IVP Outraises Previous Fund With an Eye on Growth

The venture capital industry is full of stories lately about funds downsizing and startups seeking smaller rounds from early stage investors.

But 30-year-old Institutional Venture Partners (IVP) added a new spin on the industry status quo today with the announcement that it has closed a new fund that a) is larger than its last one; b) raised more than 20% more capital than originally expected; and c) will focus on growth stage investments.

At $750 million, IVP Fund XIII exceeds the firm’s prior fund, the 2007 vintage, $600 million Fund XII by a sizeable margin. The new fund will invest in high growth technology and media, with a focus on companies that IVP believes can provide an exit in three to five years.

I spoke this morning with IVP General Partner Todd Chaffee, who says that while IVP had targeted $600 million, it raised the target due to oversubscribed interest from limited partners.  Following are some of his observations on why, despite the fact that super angels may be getting all the attention lately, growth stage investments remain attractive.

Q: We hear a lot of talk about how the venture industry is shrinking. But here you go, raising your largest fund yet. What gives?

A: Right now, the industry is right-sizing itself, and the capital relative to the opportunities is coming back into line. What people miss is the innovation that’s occurring and the expansion of the core markets, such as IT and media. The opportunity set has gotten bigger and more pervasive.

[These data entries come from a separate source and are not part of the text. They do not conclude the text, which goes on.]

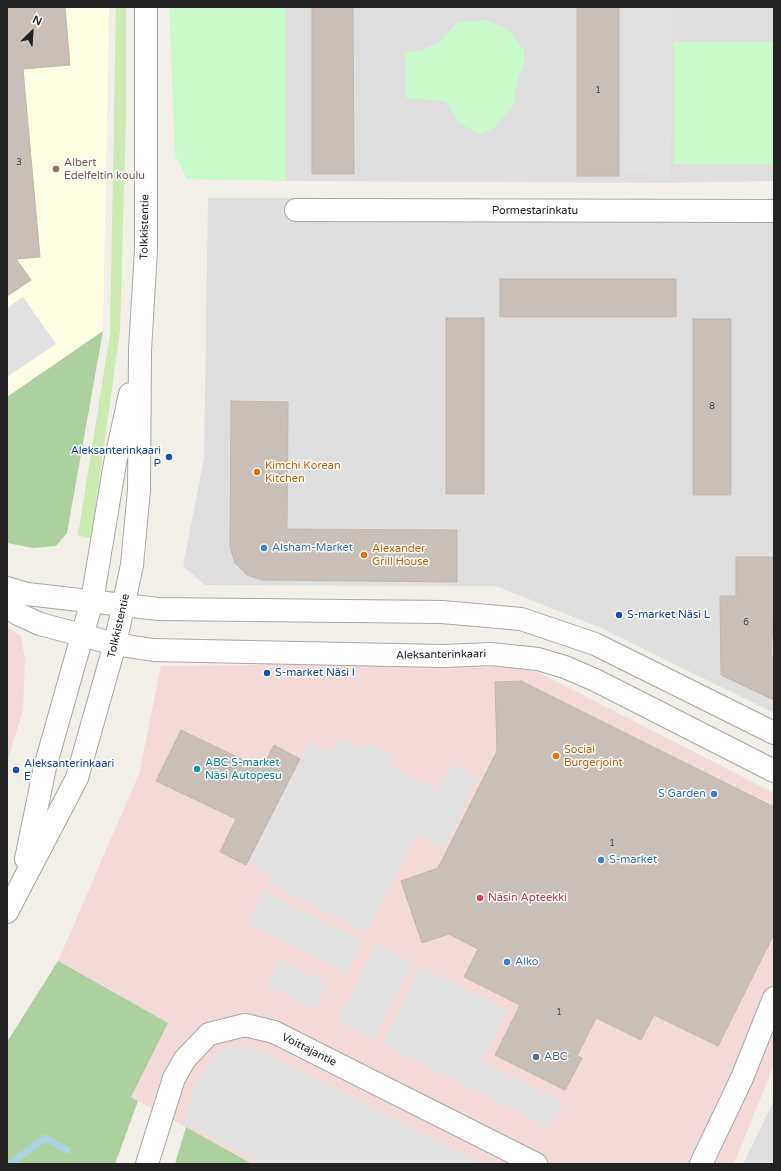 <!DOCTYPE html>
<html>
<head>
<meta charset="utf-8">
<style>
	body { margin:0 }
	#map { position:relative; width:781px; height:1171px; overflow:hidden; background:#f2efe9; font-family:"Varela Round",sans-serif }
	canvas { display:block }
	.frame { position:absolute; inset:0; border:8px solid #222; pointer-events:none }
	.north { position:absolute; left:12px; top:12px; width:40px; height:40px; -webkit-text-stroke:3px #fff; paint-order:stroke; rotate:25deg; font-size:11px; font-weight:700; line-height:16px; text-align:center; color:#222 }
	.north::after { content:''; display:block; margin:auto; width:14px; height:18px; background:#222; clip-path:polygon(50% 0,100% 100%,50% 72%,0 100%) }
</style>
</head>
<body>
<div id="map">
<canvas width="781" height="1171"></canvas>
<div class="frame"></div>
<div class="north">N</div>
</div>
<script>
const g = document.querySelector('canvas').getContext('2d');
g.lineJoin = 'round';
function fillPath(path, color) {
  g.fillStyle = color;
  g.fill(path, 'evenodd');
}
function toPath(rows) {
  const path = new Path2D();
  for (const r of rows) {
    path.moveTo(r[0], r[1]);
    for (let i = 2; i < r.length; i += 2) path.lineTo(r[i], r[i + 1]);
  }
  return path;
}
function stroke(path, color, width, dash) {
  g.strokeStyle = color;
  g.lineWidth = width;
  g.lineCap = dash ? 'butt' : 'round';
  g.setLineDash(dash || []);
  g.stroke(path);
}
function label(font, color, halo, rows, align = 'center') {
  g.font = font + ' "Varela Round",sans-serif';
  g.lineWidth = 3;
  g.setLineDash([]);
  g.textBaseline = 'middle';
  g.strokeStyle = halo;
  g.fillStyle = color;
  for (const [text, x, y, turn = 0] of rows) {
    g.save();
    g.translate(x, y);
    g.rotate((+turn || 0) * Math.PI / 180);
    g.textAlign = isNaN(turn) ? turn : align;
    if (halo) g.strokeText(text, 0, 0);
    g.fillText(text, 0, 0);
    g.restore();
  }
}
const residential = toPath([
	[286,7,774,7,774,181,667,183,286,181],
	[208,198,774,199,774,713,601,628,496,586,205,585,183,566,204,458],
	[774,1100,774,1164,743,1164]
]);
const commercial = toPath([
	[7,627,21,636,25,660,23,710,7,762],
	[411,663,532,669,774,793,774,1065,734,1164,252,1164,131,1097,58,961,139,774,161,666]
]);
const education = toPath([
	[7,7,109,7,103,331,7,397]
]);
const grass = toPath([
	[116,7,126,7,126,116,120,331,91,539,78,535,110,334]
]);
const forest = toPath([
	[103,331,67,533,56,546,33,548,7,543,7,397],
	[58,961,168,1023,131,1097,138,1101,115,1164,7,1164,7,1042],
	[186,1127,252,1164,175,1164]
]);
const park = toPath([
	[169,7,286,7,286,181,187,179,175,155],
	[487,20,508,30,524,50,524,65,518,78,513,105,495,127,480,135,460,123,445,101,406,98,405,53,421,50,440,42,458,22],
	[674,42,774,42,774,164,674,164]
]);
const parking = toPath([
	[625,7,673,7,670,175,622,174],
	[23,297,56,344,7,377,7,308],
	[341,738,364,749,367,743,394,757,390,766,438,791,452,765,478,778,444,848,417,834,367,932,268,882,271,875,248,864,309,742,333,753],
	[263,891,363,941,347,973,248,923],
	[376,944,413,963,374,1039,338,1021],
	[279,960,328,984,315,1009,267,985],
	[421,967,507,1010,482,1062,564,1103,551,1128,382,1043],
	[238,1046,252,1048,266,1053,483,1164,262,1164,184,1122,195,1086,204,1069,213,1057,225,1048]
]);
const stream = toPath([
	[10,1164,45,1138,67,1150]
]);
const building = toPath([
	[7,7,65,7,70,65,23,69,40,257,16,259,31,280,7,296,7,7],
	[312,7,353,7,354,174,312,174,312,7],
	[577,7,619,7,619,176,577,176,577,7],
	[500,279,676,279,676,317,500,317,500,279],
	[446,318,484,318,484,494,446,494,446,318],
	[693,319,731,319,731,495,693,495,693,319],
	[231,401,288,402,287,529,457,530,457,582,262,580,247,575,235,563,230,547,231,401],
	[736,557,774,557,774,603,771,656,774,657,774,700,721,675,720,596,736,596,736,557],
	[521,681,774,807,774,934,718,1046,654,1015,641,1040,596,1018,577,1056,582,1058,565,1090,495,1055,520,1005,464,977,478,949,449,934,422,943,401,881,438,868,497,751,495,682,521,681],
	[181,730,262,769,274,745,300,759,246,865,220,852,236,819,156,781,181,730]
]);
const minor = toPath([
	[296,210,774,211],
	[7,588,27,594,159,609,442,612,521,619,595,644,774,733],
	[7,607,18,614,40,624,115,644,153,650,444,656,491,654,538,659,565,667,595,680,774,771],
	[26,859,45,767,92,601,115,463,130,394],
	[7,912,77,778,115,644,132,565,139,490,140,350,146,250,146,7],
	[147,1164,174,1078,185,1059,209,1034,245,1025,274,1032,536,1164],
	[701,1164,742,1078,774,998]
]);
const markers = [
	[56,169,4,"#8d6e63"],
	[169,457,4,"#1a4fb4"],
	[257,472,4,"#e8710a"],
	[264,548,4,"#3f7fe0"],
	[364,555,4,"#e8710a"],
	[619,615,4,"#1a4fb4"],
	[267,673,4,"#1a4fb4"],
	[556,756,4,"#e8710a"],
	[197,769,4,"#0f9aa8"],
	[16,770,4,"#1a4fb4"],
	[714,794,4,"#3f7fe0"],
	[601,860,4,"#3f7fe0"],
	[480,898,4,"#e0444e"],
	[507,962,4,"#3f7fe0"],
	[536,1057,4,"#5c6f8a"]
];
const numberNames = [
	["1",598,91],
	["3",19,163],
	["8",712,407],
	["6",746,623],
	["1",612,844],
	["1",559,1013]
];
const educationNames = [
	["Albert",64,163],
	["Edelfeltin koulu",64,176]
];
const streetNames = [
	["Pormestarinkatu",535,211],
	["Tolkkistentie",145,227,-89],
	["Tolkkistentie",119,626,-77],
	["Aleksanterinkaari",441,655,-1],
	["Voittajantie",309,1050,27]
];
const transitNames = [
	["Aleksanterinkaari",161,451,"right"],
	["P",161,464,"right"],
	["S-market Näsi L",627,615],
	["S-market Näsi I",275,673],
	["Aleksanterinkaari",24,764],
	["E",24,777]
];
const foodNames = [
	["Kimchi Korean",265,466],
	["Kitchen",265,479],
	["Alexander",372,549],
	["Grill House",372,562],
	["Social",564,750],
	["Burgerjoint",564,763]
];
const shopNames = [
	["Alsham-Market",272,548],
	["S Garden",706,794,"right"],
	["S-market",609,860],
	["Alko",515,962]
];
const cultureNames = [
	["ABC S-market",205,763],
	["Näsi Autopesu",205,776]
];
const healthNames = [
	["Näsin Apteekki",488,898]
];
const serviceNames = [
	["ABC",544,1057]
];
fillPath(residential, '#e0dfdf');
fillPath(commercial, '#f2dad9');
fillPath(education, '#ffffe5');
fillPath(grass, '#cdebb0');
fillPath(forest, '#add19e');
fillPath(park, '#c8facc');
fillPath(parking, '#e2e2e2');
stroke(stream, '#aad3df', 7);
fillPath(building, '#c7bfb8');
stroke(building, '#c4b6ab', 1);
stroke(minor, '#a9a9a9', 24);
stroke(minor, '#fff', 22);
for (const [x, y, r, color] of markers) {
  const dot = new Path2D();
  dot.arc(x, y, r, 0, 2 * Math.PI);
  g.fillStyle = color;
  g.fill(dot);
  stroke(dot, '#fff', 1.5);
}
label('9px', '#4b4948', null, numberNames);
label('11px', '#785e54', '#fff', educationNames, 'left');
label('11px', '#222', '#fff', streetNames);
label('11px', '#164399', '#fff', transitNames, 'left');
label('11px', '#c56008', '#fff', foodNames, 'left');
label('11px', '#366cbe', '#fff', shopNames, 'left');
label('11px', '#0d838f', '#fff', cultureNames, 'left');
label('11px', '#be3a42', '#fff', healthNames, 'left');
label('11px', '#4e5e75', '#fff', serviceNames, 'left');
</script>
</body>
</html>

Q: You raised your last fund 2007, just before the financial crisis hit. How do you see that vintage year shaping up for venture returns?

A:  When we raise a new fund, we usually deploy it over a three to four year years. So, some capital was put out at the highs in 2007 and in 2008 and then some in 2009 and 2010, when the valuations came down. Currently, IVP Fund XII has a 68% IRR.

We’re actually more optimistic about IVP XIII than XII because valuations have come down and the amount of capital per opportunity has come down. And our capital is scarcer than it’s ever been. More opportunities and less capital competing for opportunities means better returns.

Q: Some of the companies you’ve backed, such as Twitter and Zynga, seem to have come out of nowhere and grown really rapidly into major online players. Are these outliers or is this a trend of companies growing up faster?

A: It’s definitely something we’re seeing. When you’re targeting high margin technology and media businesses, you can get that rapid growth. For example, we invested in HomeAway at a $200 million valuation. They have since acquired around 13 companies, and now that company is worth more than $2 billion.

We are living in an accelerated world, and things can come out of nowhere and suddenly be giants. Zynga, for instance, in a few years is going to be bigger than Electronic Arts. Also, because of the technologies involved you have companies that can go global overnight.

Q: The partnership has remained unchanged. But with the larger fund, will you add any other staffers?

A: Oh yeah, we’re going to be staffing up. I think we’ve added seven people since our last fund, and we’ll be adding more, generally they will be associates and vice presidents.